Give the entries back exactly, dropping each image.

>>

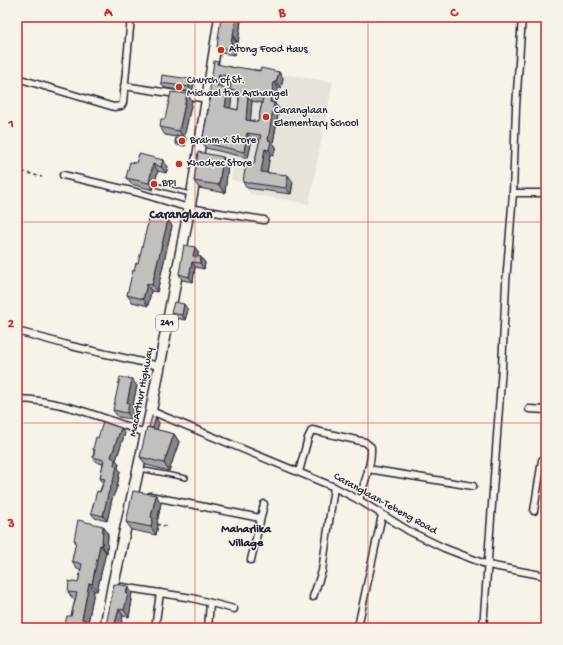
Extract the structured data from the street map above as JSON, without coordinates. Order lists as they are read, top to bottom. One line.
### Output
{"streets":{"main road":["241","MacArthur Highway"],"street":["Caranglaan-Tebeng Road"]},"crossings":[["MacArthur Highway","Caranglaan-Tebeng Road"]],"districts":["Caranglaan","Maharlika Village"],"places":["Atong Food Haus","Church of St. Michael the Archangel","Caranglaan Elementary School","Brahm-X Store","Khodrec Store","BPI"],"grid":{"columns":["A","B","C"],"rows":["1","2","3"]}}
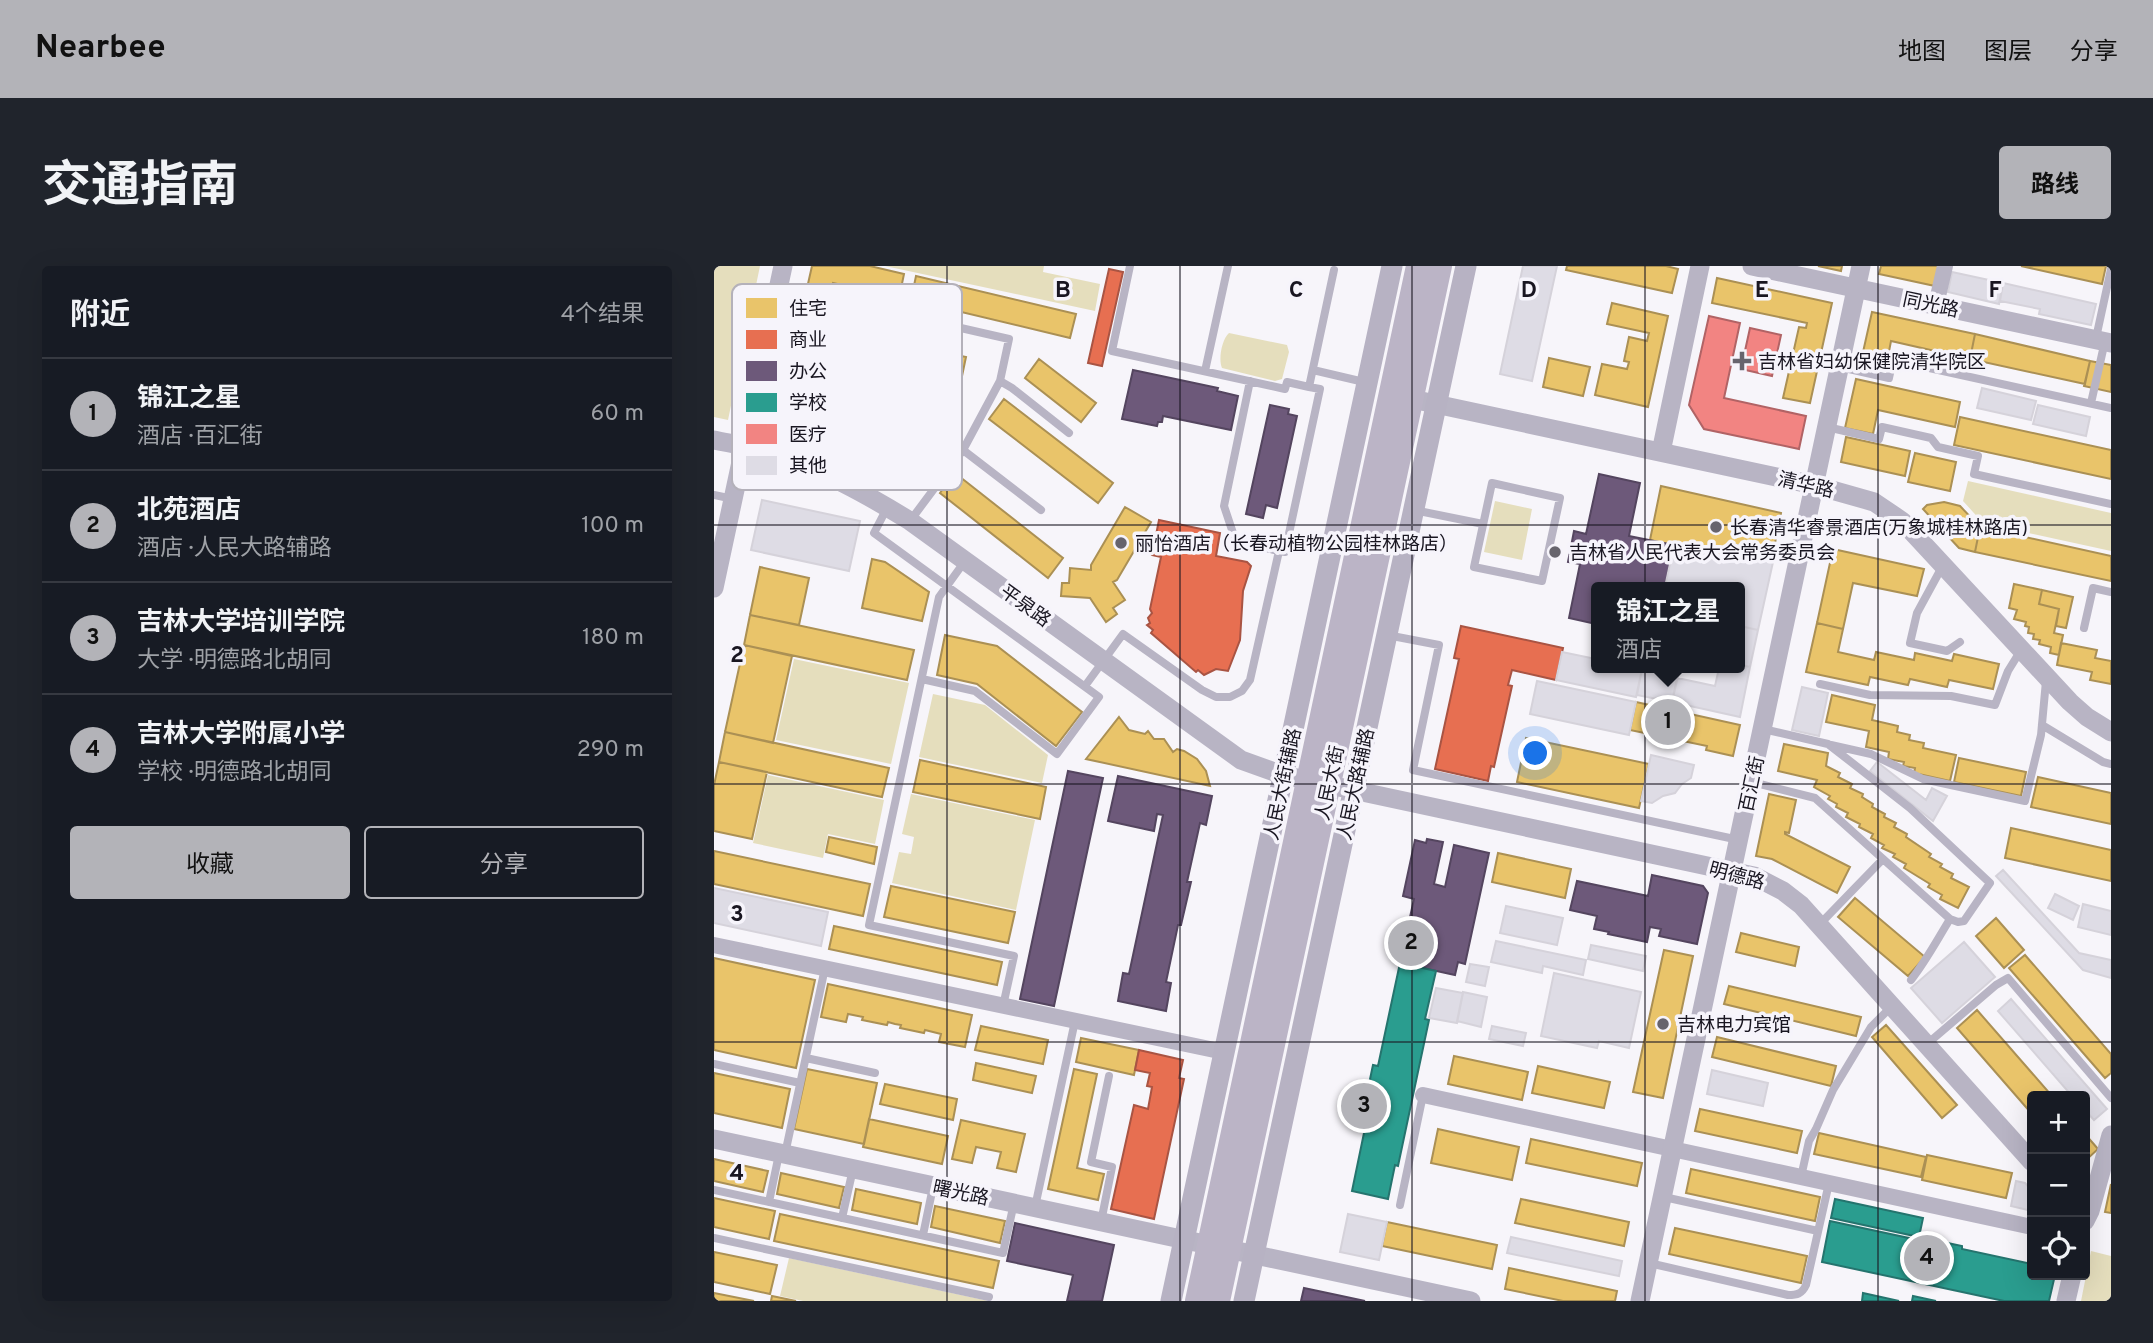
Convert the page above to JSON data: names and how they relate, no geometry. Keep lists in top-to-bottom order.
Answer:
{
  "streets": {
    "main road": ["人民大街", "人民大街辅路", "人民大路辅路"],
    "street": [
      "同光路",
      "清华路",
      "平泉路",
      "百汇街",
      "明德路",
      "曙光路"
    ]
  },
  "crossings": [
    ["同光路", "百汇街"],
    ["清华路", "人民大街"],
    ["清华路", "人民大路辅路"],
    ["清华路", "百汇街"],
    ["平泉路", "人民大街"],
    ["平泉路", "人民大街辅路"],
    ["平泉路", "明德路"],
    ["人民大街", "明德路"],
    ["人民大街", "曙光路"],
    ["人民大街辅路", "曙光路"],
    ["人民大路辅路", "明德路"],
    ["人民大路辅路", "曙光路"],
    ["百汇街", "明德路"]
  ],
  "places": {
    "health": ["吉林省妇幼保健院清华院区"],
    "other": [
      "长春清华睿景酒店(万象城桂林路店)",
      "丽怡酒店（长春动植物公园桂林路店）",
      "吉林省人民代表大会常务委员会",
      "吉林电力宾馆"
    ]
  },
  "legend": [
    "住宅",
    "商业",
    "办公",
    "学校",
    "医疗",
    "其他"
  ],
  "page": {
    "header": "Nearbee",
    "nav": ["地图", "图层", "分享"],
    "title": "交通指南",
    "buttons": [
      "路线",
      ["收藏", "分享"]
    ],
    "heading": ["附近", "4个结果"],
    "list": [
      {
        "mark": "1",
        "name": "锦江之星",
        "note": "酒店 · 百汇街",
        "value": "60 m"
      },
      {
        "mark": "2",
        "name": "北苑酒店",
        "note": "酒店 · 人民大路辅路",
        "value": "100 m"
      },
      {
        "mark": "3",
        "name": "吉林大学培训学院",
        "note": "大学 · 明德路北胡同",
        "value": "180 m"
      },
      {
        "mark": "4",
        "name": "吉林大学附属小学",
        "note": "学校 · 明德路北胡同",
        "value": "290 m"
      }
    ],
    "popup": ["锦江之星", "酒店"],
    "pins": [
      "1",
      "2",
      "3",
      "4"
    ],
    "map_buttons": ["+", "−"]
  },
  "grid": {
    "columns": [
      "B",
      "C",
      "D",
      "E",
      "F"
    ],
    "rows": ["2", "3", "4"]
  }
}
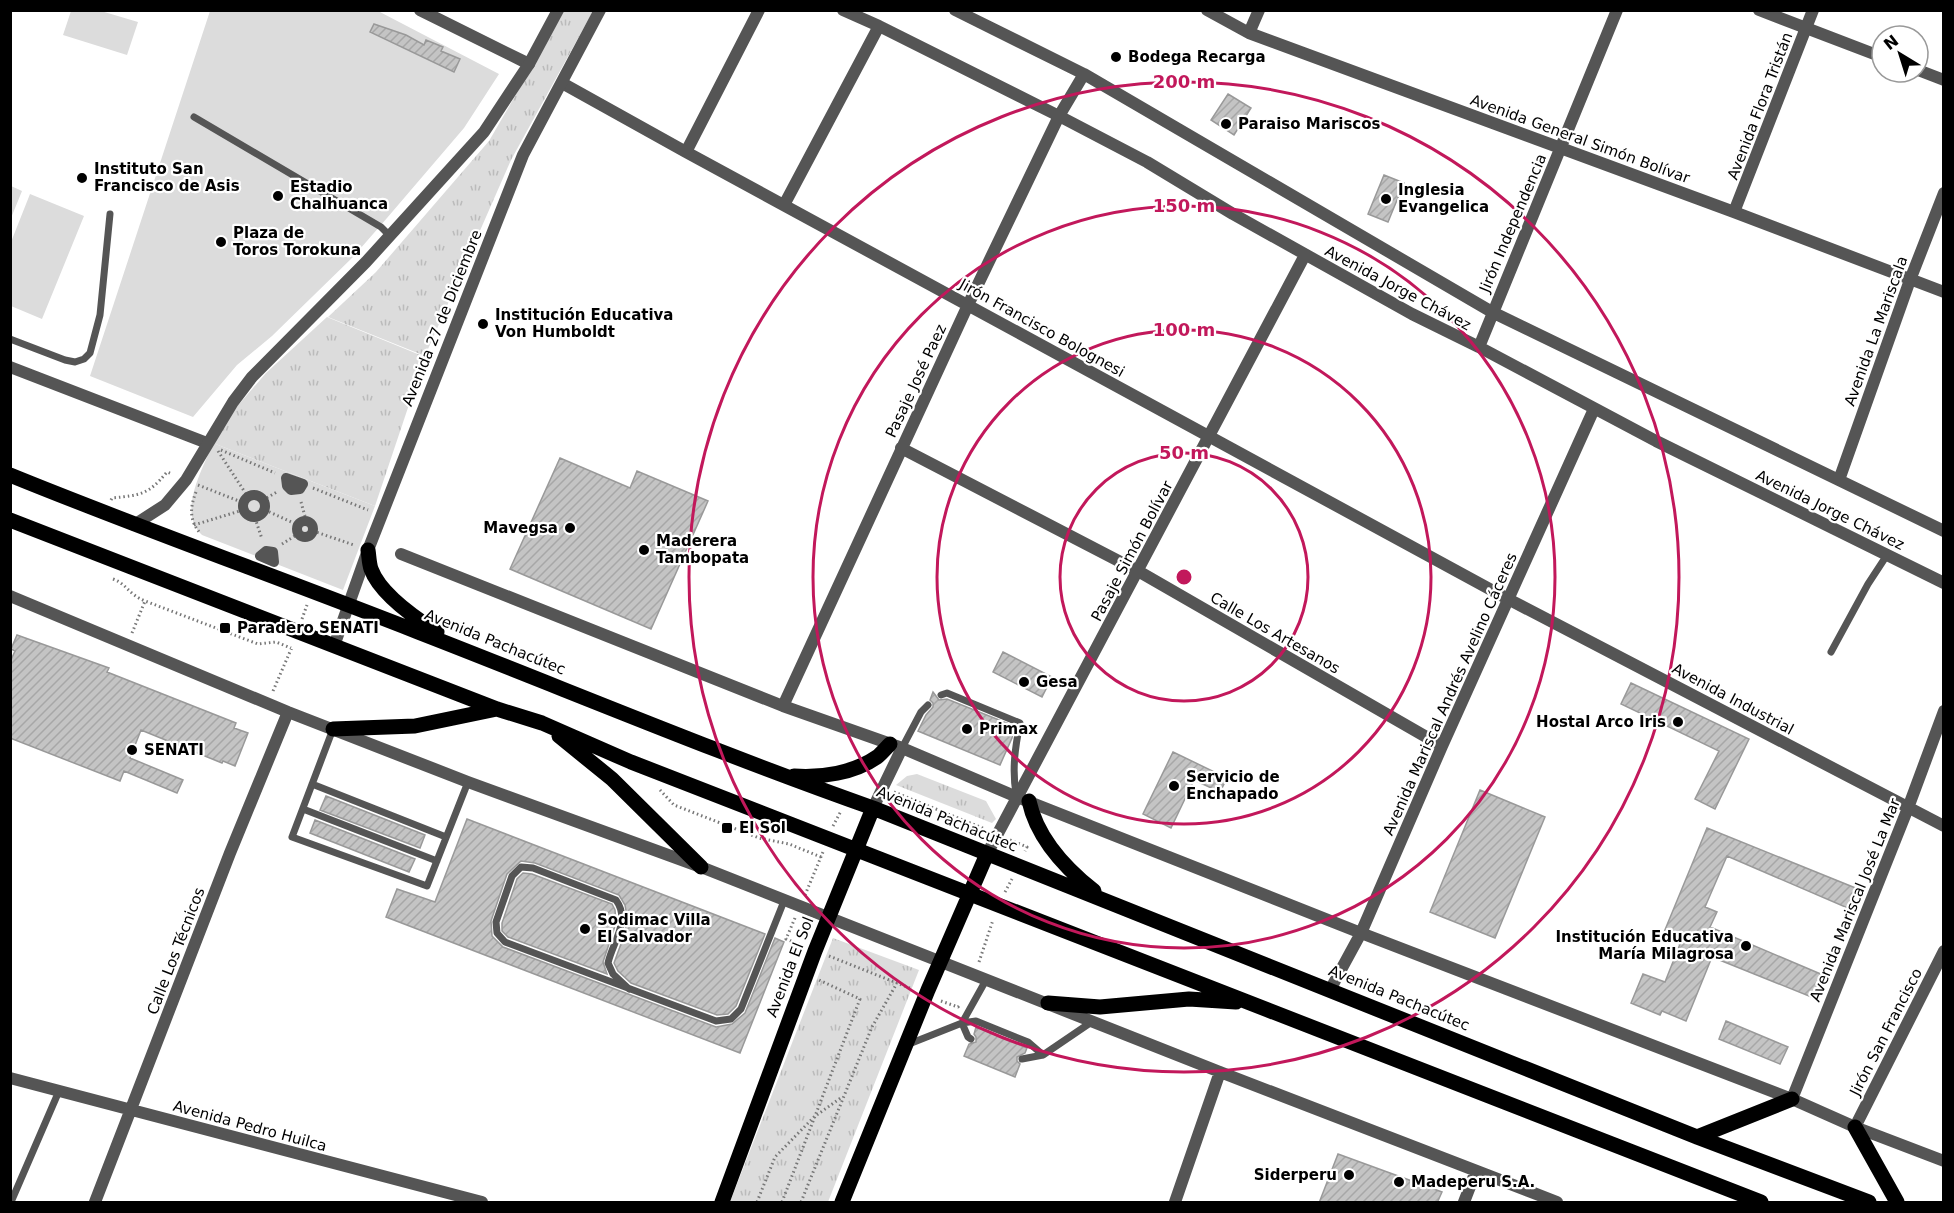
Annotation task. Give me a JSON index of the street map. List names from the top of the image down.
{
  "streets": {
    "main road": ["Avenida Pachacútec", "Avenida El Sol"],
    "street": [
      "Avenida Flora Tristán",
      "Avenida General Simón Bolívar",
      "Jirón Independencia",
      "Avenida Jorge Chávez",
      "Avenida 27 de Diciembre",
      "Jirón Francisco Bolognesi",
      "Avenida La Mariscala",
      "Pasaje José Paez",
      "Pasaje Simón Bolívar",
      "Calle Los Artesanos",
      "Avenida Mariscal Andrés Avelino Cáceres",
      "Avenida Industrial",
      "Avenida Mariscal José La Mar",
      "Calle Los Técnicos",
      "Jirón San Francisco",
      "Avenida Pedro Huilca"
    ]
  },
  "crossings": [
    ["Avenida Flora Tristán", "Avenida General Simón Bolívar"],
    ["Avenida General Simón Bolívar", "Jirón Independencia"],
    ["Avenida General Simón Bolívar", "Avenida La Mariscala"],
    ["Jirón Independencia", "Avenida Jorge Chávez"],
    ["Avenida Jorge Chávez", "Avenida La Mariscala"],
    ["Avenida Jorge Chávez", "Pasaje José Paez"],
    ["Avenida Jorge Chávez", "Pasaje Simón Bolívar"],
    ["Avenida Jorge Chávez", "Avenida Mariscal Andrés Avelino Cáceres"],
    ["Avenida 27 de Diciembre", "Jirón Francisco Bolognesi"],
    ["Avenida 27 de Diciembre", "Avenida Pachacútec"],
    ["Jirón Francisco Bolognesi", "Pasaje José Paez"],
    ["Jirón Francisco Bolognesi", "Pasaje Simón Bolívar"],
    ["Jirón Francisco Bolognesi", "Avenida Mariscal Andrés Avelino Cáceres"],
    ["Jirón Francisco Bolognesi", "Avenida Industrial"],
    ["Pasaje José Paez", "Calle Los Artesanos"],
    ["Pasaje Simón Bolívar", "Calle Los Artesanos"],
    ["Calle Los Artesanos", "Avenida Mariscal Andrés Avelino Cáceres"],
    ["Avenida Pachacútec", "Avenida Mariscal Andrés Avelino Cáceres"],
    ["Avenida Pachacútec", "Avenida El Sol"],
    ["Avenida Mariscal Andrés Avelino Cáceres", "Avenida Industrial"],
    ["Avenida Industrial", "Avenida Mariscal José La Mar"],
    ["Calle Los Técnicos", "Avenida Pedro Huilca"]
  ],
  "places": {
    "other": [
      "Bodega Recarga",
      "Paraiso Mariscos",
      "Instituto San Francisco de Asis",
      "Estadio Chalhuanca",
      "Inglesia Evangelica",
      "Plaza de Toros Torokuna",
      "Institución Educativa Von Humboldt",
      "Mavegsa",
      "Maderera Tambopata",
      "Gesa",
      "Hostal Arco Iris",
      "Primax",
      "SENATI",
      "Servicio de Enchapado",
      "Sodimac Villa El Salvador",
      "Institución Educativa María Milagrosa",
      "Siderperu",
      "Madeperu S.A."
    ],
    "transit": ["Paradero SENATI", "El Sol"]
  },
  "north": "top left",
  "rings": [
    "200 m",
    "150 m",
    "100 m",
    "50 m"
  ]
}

<<

# RESULT OF THE TASK
Extract the structured data from the street map above as JSON, without coordinates. Order lists as they are read, top to bottom. One line.
### Output
{"streets":{"main road":["241","MacArthur Highway"],"street":["Caranglaan-Tebeng Road"]},"crossings":[["MacArthur Highway","Caranglaan-Tebeng Road"]],"districts":["Caranglaan","Maharlika Village"],"places":["Atong Food Haus","Church of St. Michael the Archangel","Caranglaan Elementary School","Brahm-X Store","Khodrec Store","BPI"],"grid":{"columns":["A","B","C"],"rows":["1","2","3"]}}
Convert the page above to JSON data: names and how they relate, no geometry. Keep lists in top-to-bottom order.
Answer:
{
  "streets": {
    "main road": ["人民大街", "人民大街辅路", "人民大路辅路"],
    "street": [
      "同光路",
      "清华路",
      "平泉路",
      "百汇街",
      "明德路",
      "曙光路"
    ]
  },
  "crossings": [
    ["同光路", "百汇街"],
    ["清华路", "人民大街"],
    ["清华路", "人民大路辅路"],
    ["清华路", "百汇街"],
    ["平泉路", "人民大街"],
    ["平泉路", "人民大街辅路"],
    ["平泉路", "明德路"],
    ["人民大街", "明德路"],
    ["人民大街", "曙光路"],
    ["人民大街辅路", "曙光路"],
    ["人民大路辅路", "明德路"],
    ["人民大路辅路", "曙光路"],
    ["百汇街", "明德路"]
  ],
  "places": {
    "health": ["吉林省妇幼保健院清华院区"],
    "other": [
      "长春清华睿景酒店(万象城桂林路店)",
      "丽怡酒店（长春动植物公园桂林路店）",
      "吉林省人民代表大会常务委员会",
      "吉林电力宾馆"
    ]
  },
  "legend": [
    "住宅",
    "商业",
    "办公",
    "学校",
    "医疗",
    "其他"
  ],
  "page": {
    "header": "Nearbee",
    "nav": ["地图", "图层", "分享"],
    "title": "交通指南",
    "buttons": [
      "路线",
      ["收藏", "分享"]
    ],
    "heading": ["附近", "4个结果"],
    "list": [
      {
        "mark": "1",
        "name": "锦江之星",
        "note": "酒店 · 百汇街",
        "value": "60 m"
      },
      {
        "mark": "2",
        "name": "北苑酒店",
        "note": "酒店 · 人民大路辅路",
        "value": "100 m"
      },
      {
        "mark": "3",
        "name": "吉林大学培训学院",
        "note": "大学 · 明德路北胡同",
        "value": "180 m"
      },
      {
        "mark": "4",
        "name": "吉林大学附属小学",
        "note": "学校 · 明德路北胡同",
        "value": "290 m"
      }
    ],
    "popup": ["锦江之星", "酒店"],
    "pins": [
      "1",
      "2",
      "3",
      "4"
    ],
    "map_buttons": ["+", "−"]
  },
  "grid": {
    "columns": [
      "B",
      "C",
      "D",
      "E",
      "F"
    ],
    "rows": ["2", "3", "4"]
  }
}
Annotation task. Give me a JSON index of the street map. List names from the top of the image down.
{
  "streets": {
    "main road": ["Avenida Pachacútec", "Avenida El Sol"],
    "street": [
      "Avenida Flora Tristán",
      "Avenida General Simón Bolívar",
      "Jirón Independencia",
      "Avenida Jorge Chávez",
      "Avenida 27 de Diciembre",
      "Jirón Francisco Bolognesi",
      "Avenida La Mariscala",
      "Pasaje José Paez",
      "Pasaje Simón Bolívar",
      "Calle Los Artesanos",
      "Avenida Mariscal Andrés Avelino Cáceres",
      "Avenida Industrial",
      "Avenida Mariscal José La Mar",
      "Calle Los Técnicos",
      "Jirón San Francisco",
      "Avenida Pedro Huilca"
    ]
  },
  "crossings": [
    ["Avenida Flora Tristán", "Avenida General Simón Bolívar"],
    ["Avenida General Simón Bolívar", "Jirón Independencia"],
    ["Avenida General Simón Bolívar", "Avenida La Mariscala"],
    ["Jirón Independencia", "Avenida Jorge Chávez"],
    ["Avenida Jorge Chávez", "Avenida La Mariscala"],
    ["Avenida Jorge Chávez", "Pasaje José Paez"],
    ["Avenida Jorge Chávez", "Pasaje Simón Bolívar"],
    ["Avenida Jorge Chávez", "Avenida Mariscal Andrés Avelino Cáceres"],
    ["Avenida 27 de Diciembre", "Jirón Francisco Bolognesi"],
    ["Avenida 27 de Diciembre", "Avenida Pachacútec"],
    ["Jirón Francisco Bolognesi", "Pasaje José Paez"],
    ["Jirón Francisco Bolognesi", "Pasaje Simón Bolívar"],
    ["Jirón Francisco Bolognesi", "Avenida Mariscal Andrés Avelino Cáceres"],
    ["Jirón Francisco Bolognesi", "Avenida Industrial"],
    ["Pasaje José Paez", "Calle Los Artesanos"],
    ["Pasaje Simón Bolívar", "Calle Los Artesanos"],
    ["Calle Los Artesanos", "Avenida Mariscal Andrés Avelino Cáceres"],
    ["Avenida Pachacútec", "Avenida Mariscal Andrés Avelino Cáceres"],
    ["Avenida Pachacútec", "Avenida El Sol"],
    ["Avenida Mariscal Andrés Avelino Cáceres", "Avenida Industrial"],
    ["Avenida Industrial", "Avenida Mariscal José La Mar"],
    ["Calle Los Técnicos", "Avenida Pedro Huilca"]
  ],
  "places": {
    "other": [
      "Bodega Recarga",
      "Paraiso Mariscos",
      "Instituto San Francisco de Asis",
      "Estadio Chalhuanca",
      "Inglesia Evangelica",
      "Plaza de Toros Torokuna",
      "Institución Educativa Von Humboldt",
      "Mavegsa",
      "Maderera Tambopata",
      "Gesa",
      "Hostal Arco Iris",
      "Primax",
      "SENATI",
      "Servicio de Enchapado",
      "Sodimac Villa El Salvador",
      "Institución Educativa María Milagrosa",
      "Siderperu",
      "Madeperu S.A."
    ],
    "transit": ["Paradero SENATI", "El Sol"]
  },
  "north": "top left",
  "rings": [
    "200 m",
    "150 m",
    "100 m",
    "50 m"
  ]
}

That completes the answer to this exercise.